> _REQUIRED WORK_:
Your task is to copy every line below that contains the word "block".

╭─ RECORDED DATA

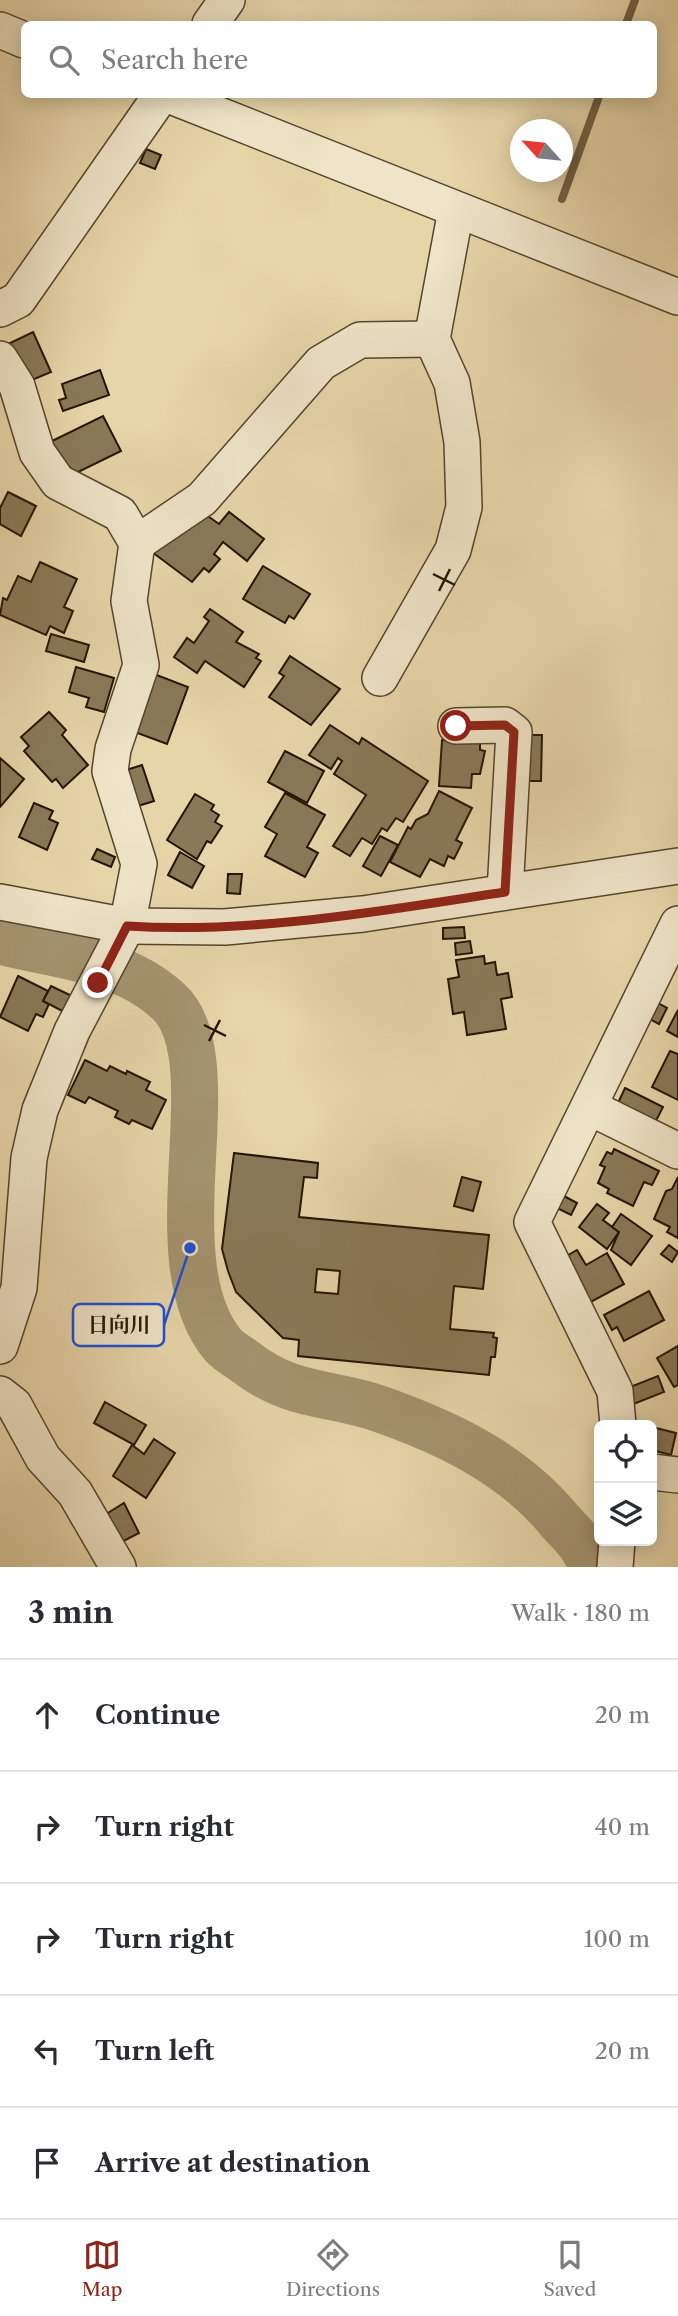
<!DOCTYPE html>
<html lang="en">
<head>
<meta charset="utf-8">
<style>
  :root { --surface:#fff; --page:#f7f7f7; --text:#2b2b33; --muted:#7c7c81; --line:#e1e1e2; --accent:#8f2418 }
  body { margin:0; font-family:"Libre Caslon Text","Noto Serif JP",serif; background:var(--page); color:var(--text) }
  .controls { position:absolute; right:21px; bottom:21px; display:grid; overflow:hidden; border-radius:10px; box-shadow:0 4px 18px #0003 }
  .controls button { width:63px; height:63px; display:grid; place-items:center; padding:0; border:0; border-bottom:2px solid var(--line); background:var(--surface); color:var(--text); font:35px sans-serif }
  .compass { position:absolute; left:510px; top:119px; width:63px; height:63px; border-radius:50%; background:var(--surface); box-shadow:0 4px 18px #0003; rotate:297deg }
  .stop { position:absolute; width:21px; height:21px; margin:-16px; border:5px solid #8f2418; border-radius:50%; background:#fff }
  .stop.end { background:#8f2418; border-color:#fff; box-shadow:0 2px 7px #0008 }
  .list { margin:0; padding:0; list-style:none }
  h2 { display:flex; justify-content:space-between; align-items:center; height:91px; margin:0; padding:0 28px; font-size:30px }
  h2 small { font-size:23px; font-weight:400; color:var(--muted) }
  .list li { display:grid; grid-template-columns:46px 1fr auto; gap:21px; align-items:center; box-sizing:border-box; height:112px; padding:0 28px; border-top:2px solid var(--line) }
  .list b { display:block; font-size:26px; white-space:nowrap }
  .list em { font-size:23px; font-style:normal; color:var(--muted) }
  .icon { flex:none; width:38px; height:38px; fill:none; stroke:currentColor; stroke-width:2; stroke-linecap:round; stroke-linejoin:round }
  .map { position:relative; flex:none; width:678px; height:1567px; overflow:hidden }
  .search { position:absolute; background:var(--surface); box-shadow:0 4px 18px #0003; left:21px; right:21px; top:21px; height:77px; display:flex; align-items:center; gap:18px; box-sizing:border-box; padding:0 24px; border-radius:10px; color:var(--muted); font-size:26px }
  .sheet { height:651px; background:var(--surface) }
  nav { display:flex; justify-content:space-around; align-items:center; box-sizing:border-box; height:98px; border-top:2px solid var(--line); background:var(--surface); font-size:19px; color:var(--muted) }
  nav a { display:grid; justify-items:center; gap:4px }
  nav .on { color:var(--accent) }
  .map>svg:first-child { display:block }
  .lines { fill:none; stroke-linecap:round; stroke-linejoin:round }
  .stream { stroke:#716144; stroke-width:8 }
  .river { stroke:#a49470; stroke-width:47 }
  .building { fill:#897958; stroke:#241501; stroke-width:2; fill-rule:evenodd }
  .minor-casing { stroke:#54452b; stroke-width:38 }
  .minor { stroke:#efe4c7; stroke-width:35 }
  .route { stroke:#8f2418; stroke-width:9 }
  .ticks { fill:none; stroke:#241501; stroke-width:2.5 }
  .leader { fill:none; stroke:#1d4ed8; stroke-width:2.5 }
  .callout-dot { fill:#1d4ed8; stroke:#efe4c7; stroke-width:2.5 }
  .callout { fill:#efe4c7; stroke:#1d4ed8; stroke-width:2.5 }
  .callout-label { font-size:21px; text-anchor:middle; font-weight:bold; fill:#241501 }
</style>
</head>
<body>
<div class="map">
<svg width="678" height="1567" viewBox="0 0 678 1567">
  <rect width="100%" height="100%" fill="#e6d5a9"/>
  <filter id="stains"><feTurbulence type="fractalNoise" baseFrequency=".00286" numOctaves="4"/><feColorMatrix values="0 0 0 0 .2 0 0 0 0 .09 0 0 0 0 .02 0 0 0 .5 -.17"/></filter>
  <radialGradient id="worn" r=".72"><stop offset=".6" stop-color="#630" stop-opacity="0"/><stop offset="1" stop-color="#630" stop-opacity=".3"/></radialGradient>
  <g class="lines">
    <g class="stream">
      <path d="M626,24L635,0"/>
      <path d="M562,199L600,94"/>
    </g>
    <path class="river" d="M0,941C58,956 120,958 167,1000C233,1057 150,1258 223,1345C229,1352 238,1356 244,1361C292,1398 325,1391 377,1408C446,1432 512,1463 559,1520C571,1534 589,1548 590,1567"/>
  </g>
  <g class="building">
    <path d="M146,149L161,155L155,169L140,163Z"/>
    <path d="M33,332L51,372L25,383L8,344Z"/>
    <path d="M100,370L109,395L63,411L59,400L66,398L62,384Z"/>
    <path d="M103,416L121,451L70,476L48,443Z"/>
    <path d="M8,492L36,506L21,536L0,524V508Z"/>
    <path d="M198,509L219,524L229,512L264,539L247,561L223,542L214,554L220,559L209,572L204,568L192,582L152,552Z"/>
    <path d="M40,562L77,579L64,607L73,611L64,633L50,626L46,635L0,615L3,598L7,600L18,576L31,582Z"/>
    <path d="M263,566L310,594L294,619L289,616L285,623L243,599Z"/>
    <path d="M210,609L243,632L236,642L259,654L256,658L261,661L244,687L205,661L197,673L174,657L187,638L194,643L209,621L204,617Z"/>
    <path d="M51,634L89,645L84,662L46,651Z"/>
    <path d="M290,656L340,689L311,725L269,697L284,676L279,673Z"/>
    <path d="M76,667L114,678L104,712L86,707L89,698L69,692Z"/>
    <path d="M154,674L188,687L167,744L132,731Z"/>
    <path d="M49,712L66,730L62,735L88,765L63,788L56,779L52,782L24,751L29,746L21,737Z"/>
    <path d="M330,725L359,744L362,738L428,781L403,822L396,818L387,831L382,828L372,844L362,838L350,856L333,846L366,795L334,774L342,761L338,758L331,769L309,755Z"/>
    <path d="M519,735H542L541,781H518Z"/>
    <path d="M442,740L480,743V750L485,751L480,774H472L471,788L439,786Z"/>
    <path d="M285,751L324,771L307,803L268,782Z"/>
    <path d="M0,758L24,779L0,807Z"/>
    <path d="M142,765L154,801L125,810L114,774Z"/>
    <path d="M439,791L472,808L456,840L462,843L454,859L448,856L444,866L430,859L420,877L390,862L408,827L411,829L416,820L428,814Z"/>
    <path d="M285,793L325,815L307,847L318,853L305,877L265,856L277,834L265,827Z"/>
    <path d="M195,794L214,805L211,810L219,815L215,822L222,826L211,843L207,841L197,859L167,840Z"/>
    <path d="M34,803L53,811L49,819L58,823L47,850L19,837Z"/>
    <path d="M380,836L398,845L381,876L363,866Z"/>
    <path d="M97,849L115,857L111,867L92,859Z"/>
    <path d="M180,852L204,866L192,888L168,875Z"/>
    <path d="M228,874H242L240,894L227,893Z"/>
    <path d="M464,927L465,938L443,939V928Z"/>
    <path d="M470,941L472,953L456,955L455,943Z"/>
    <path d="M484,956L485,964L495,962L497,975L508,973L512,997L501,999L506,1029L467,1035L464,1012L453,1014L448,979L459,977L456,960Z"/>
    <path d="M18,976L48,991L43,1001L49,1004L43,1017L36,1014L28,1031L0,1017Z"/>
    <path d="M51,986L74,997L66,1013L43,1001Z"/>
    <path d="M658,1003L667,1008L659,1024L650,1019Z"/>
    <path d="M678,1010V1037L667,1031Z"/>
    <path d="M670,1051L678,1054V1100L652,1087Z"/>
    <path d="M85,1060L107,1071L110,1066L126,1074L127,1071L150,1082L146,1090L166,1100L152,1129L132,1120L129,1124L115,1117L118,1111L89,1097L85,1103L68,1095Z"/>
    <path d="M625,1088L663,1107L655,1123L617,1105Z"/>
    <path d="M614,1149L659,1171L652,1185L644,1182L633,1206L607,1193L609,1189L598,1183L605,1167L600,1165L607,1152L612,1154Z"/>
    <path d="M234,1153L318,1163L317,1178L304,1177L299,1217L489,1235L483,1289L454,1286L450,1329L494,1333L493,1337L497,1338L495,1357H491L489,1375L298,1356L299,1340L283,1338L236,1292L228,1271L222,1249ZM317,1269L340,1271L338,1294L315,1292Z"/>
    <path d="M462,1177L481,1182L473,1211L454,1206Z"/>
    <path d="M678,1177V1238L667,1232L670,1227L654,1219L666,1191L672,1189Z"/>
    <path d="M562,1195L577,1203L571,1215L555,1207Z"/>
    <path d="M597,1204L609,1213L603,1220L619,1232L607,1249L579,1227Z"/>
    <path d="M621,1214L652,1236L631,1265L611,1250L619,1232L612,1227Z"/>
    <path d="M669,1245L678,1252L672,1262L661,1254Z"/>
    <path d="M577,1250L586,1265L607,1253L624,1284L589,1303L563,1258Z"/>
    <path d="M649,1291L664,1320L624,1341L617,1327L612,1330L604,1315Z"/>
    <path d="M678,1346V1385L674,1387L657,1358Z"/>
    <path d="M658,1376L664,1392L631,1405L625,1389Z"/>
    <path d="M105,1402L146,1425L134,1445L94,1423Z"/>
    <path d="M652,1427L676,1433L671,1455L652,1450Z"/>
    <path d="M154,1439L175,1453L146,1498L113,1476L132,1445L144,1454Z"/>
    <path d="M124,1503L139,1533L118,1544L103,1516Z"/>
  </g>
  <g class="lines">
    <defs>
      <g id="minor">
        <path d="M210,24L227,0"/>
        <path d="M0,30L24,40"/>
        <path d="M166,94L678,297"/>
        <path d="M0,309L18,300L162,94"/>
        <path d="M0,359L17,386L37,452L58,482L120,514L137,543L129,601L141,665L113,749L110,771L139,864L127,926L72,1031L40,1110L29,1158L19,1288L0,1346"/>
        <path d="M137,543L202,499L321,363L360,340L432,339"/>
        <path d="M380,678L453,550L464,507L462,442L452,383L432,339L456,210"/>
        <path d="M456,726L505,725L514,732L505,892"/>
        <path d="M0,902L127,926L225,927L363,914L678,866"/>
        <path d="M589,1107L678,1151"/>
        <path d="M0,1394L14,1405L43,1458L75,1493L118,1567"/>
        <path d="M618,1425L615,1391L532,1222L678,924"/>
        <path d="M652,1472L678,1475"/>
        <path d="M615,1567L617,1541"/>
      </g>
    </defs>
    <use href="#minor" class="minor-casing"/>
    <use href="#minor" class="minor"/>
  </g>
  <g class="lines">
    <path class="route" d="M98,983L127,926C253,934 380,911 505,892L514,732L505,725L456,726"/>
  </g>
  <path class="ticks" d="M433,574L455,585M439,591L450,569M204,1025L226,1036M209,1041L220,1020"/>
  <path class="leader" d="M190 1248L164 1325"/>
  <circle class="callout-dot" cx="190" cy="1248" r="7"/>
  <rect class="callout" x="73" y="1304" width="91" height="42" rx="7"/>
  <g class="callout-label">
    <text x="119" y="1332">日向川</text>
  </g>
  <rect width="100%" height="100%" filter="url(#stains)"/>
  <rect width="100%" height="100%" fill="url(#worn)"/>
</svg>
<div class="controls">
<button><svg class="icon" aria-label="locate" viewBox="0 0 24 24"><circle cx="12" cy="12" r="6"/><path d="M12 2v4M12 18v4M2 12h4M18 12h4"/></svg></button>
<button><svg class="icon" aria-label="layers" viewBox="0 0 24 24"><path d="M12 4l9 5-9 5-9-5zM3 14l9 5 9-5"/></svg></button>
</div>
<svg class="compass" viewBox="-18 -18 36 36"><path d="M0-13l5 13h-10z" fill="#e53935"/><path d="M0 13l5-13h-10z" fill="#7c7c81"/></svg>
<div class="stop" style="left:456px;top:726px"></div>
<div class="stop end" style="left:98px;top:983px"></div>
<div class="search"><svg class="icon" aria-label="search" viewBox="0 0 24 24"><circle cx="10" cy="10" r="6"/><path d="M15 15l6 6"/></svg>Search here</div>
</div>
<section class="sheet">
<h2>3 min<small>Walk · 180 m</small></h2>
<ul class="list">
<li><svg class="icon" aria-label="ahead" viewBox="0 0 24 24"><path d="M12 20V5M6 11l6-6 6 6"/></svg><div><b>Continue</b></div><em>20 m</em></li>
<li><svg class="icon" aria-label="right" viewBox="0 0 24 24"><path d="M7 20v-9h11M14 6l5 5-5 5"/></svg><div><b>Turn right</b></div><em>40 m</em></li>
<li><svg class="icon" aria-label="right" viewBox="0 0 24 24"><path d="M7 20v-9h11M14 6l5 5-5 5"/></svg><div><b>Turn right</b></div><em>100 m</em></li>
<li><svg class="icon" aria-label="left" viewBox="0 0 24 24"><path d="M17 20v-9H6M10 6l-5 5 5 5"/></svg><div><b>Turn left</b></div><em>20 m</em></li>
<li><svg class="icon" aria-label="arrive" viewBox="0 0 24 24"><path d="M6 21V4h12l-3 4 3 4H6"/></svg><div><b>Arrive at destination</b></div></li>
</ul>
</section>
<nav>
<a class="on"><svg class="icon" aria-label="map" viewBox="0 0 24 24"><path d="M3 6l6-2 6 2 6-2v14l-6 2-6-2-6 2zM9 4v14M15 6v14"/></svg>Map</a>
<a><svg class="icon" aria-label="directions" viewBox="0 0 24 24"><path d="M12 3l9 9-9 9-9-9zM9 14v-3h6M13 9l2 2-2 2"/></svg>Directions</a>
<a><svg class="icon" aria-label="saved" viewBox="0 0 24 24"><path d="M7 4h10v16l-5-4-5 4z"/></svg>Saved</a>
</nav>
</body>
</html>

╰─

> _WRITTEN ANSWER_:
  .list b { display:block; font-size:26px; white-space:nowrap }
  .map>svg:first-child { display:block }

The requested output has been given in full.